___ Record excerpts
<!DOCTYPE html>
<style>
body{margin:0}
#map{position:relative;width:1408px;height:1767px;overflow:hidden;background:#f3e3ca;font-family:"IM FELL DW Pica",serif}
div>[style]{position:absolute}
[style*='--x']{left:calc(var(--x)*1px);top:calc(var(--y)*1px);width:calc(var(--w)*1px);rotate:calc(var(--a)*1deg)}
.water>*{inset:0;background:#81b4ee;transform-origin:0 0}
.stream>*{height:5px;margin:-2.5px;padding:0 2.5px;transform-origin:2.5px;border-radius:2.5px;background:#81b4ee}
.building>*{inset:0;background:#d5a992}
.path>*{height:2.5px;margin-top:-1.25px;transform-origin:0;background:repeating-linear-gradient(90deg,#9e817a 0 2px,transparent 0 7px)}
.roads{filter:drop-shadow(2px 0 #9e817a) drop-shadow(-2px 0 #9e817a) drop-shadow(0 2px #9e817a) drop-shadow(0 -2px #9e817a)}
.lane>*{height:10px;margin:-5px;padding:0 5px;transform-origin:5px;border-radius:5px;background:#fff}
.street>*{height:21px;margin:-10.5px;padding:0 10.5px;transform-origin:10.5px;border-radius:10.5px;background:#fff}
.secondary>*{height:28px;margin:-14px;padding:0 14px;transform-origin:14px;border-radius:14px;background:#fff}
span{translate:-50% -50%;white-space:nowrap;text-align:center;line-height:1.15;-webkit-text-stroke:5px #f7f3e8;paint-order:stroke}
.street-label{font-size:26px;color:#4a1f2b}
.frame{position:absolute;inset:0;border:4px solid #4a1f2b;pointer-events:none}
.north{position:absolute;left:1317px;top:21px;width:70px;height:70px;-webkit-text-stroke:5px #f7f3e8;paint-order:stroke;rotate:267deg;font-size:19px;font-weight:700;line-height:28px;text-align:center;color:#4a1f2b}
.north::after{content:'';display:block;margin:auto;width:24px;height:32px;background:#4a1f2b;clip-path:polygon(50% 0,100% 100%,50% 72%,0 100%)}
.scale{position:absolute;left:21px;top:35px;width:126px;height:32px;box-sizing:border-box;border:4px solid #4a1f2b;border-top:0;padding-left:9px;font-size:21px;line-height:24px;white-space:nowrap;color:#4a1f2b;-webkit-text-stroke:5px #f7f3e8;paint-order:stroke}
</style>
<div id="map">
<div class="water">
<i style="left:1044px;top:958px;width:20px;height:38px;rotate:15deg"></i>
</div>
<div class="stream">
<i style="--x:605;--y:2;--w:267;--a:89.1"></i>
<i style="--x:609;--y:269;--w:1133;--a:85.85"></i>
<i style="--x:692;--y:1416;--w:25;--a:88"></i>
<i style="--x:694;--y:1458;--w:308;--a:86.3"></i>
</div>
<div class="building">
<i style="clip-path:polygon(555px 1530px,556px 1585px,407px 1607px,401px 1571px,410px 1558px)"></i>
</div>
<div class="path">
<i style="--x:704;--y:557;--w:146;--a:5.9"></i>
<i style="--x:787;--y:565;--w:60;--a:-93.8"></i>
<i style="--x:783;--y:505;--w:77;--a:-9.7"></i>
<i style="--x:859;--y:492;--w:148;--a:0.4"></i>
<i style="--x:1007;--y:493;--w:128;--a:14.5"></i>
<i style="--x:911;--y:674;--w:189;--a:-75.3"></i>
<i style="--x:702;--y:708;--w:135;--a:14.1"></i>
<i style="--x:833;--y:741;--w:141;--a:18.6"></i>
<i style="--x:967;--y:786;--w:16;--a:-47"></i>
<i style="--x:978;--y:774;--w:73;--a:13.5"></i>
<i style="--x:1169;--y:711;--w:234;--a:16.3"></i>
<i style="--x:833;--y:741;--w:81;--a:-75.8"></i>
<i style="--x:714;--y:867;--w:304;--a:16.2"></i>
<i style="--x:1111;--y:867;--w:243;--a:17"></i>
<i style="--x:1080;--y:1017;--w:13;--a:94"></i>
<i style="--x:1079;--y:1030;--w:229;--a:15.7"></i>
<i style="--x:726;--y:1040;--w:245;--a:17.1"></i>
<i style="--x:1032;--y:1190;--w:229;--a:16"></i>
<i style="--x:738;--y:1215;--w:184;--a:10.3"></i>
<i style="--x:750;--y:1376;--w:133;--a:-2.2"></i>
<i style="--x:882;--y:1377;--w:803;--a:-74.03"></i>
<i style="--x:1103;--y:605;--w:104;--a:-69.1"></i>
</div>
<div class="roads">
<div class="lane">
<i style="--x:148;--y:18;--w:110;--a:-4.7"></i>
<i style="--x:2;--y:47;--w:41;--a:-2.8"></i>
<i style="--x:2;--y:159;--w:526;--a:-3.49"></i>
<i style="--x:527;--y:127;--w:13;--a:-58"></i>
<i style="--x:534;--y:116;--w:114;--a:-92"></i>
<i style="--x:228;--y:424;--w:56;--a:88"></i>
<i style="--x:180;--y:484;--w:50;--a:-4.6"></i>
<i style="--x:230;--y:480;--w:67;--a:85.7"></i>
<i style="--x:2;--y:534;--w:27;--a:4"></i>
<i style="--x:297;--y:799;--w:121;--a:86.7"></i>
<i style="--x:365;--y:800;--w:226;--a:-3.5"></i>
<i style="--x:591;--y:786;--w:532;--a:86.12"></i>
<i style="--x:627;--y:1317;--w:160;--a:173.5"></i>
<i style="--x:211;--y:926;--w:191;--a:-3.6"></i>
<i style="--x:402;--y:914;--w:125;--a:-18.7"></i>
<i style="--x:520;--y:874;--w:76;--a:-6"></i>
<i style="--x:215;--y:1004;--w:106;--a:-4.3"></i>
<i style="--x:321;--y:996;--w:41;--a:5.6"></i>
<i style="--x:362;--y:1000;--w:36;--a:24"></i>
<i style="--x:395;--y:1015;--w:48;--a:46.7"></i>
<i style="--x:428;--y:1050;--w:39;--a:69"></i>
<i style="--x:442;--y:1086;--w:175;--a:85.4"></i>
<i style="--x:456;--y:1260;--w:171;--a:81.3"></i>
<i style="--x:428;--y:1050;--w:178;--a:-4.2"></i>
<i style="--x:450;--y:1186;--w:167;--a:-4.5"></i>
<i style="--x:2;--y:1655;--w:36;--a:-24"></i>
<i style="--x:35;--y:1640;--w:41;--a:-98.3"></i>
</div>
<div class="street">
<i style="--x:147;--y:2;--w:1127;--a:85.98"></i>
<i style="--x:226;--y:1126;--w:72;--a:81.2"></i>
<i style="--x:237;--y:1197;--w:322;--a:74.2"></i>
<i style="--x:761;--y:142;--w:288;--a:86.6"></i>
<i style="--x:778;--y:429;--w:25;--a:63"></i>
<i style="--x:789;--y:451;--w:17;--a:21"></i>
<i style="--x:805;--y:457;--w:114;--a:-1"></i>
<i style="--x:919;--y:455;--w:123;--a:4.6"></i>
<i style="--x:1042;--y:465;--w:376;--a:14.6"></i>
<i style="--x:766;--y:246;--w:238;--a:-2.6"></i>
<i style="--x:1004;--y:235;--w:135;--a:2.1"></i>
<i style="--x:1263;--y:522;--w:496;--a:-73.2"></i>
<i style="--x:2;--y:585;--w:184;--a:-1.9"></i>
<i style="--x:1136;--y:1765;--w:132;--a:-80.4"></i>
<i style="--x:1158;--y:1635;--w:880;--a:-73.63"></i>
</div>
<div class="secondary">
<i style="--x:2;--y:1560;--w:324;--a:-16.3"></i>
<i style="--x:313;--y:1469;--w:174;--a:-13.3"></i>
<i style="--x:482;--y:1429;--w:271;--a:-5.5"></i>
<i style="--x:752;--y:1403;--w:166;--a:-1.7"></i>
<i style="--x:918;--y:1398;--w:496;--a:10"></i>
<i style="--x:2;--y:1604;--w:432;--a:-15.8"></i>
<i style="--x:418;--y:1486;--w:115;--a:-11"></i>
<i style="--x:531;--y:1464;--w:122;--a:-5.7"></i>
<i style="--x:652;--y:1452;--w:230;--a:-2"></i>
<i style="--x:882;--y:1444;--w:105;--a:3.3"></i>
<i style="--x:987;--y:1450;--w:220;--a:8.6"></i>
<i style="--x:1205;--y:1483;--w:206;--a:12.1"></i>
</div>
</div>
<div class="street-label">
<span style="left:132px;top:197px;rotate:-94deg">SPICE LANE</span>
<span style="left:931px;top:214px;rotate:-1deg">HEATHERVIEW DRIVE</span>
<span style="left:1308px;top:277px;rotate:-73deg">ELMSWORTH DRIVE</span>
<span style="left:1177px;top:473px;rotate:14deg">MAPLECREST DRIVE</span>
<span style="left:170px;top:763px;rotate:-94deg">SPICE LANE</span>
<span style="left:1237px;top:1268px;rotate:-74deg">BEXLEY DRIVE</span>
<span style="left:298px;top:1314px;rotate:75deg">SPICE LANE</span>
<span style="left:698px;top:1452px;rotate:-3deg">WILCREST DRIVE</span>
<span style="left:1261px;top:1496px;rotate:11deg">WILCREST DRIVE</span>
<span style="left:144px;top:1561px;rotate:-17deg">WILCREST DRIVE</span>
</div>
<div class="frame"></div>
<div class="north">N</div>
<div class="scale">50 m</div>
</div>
______
**Activity**: Scan the entries for the string "water" and report only how many lines contain it.

**Answer to this problem**: 2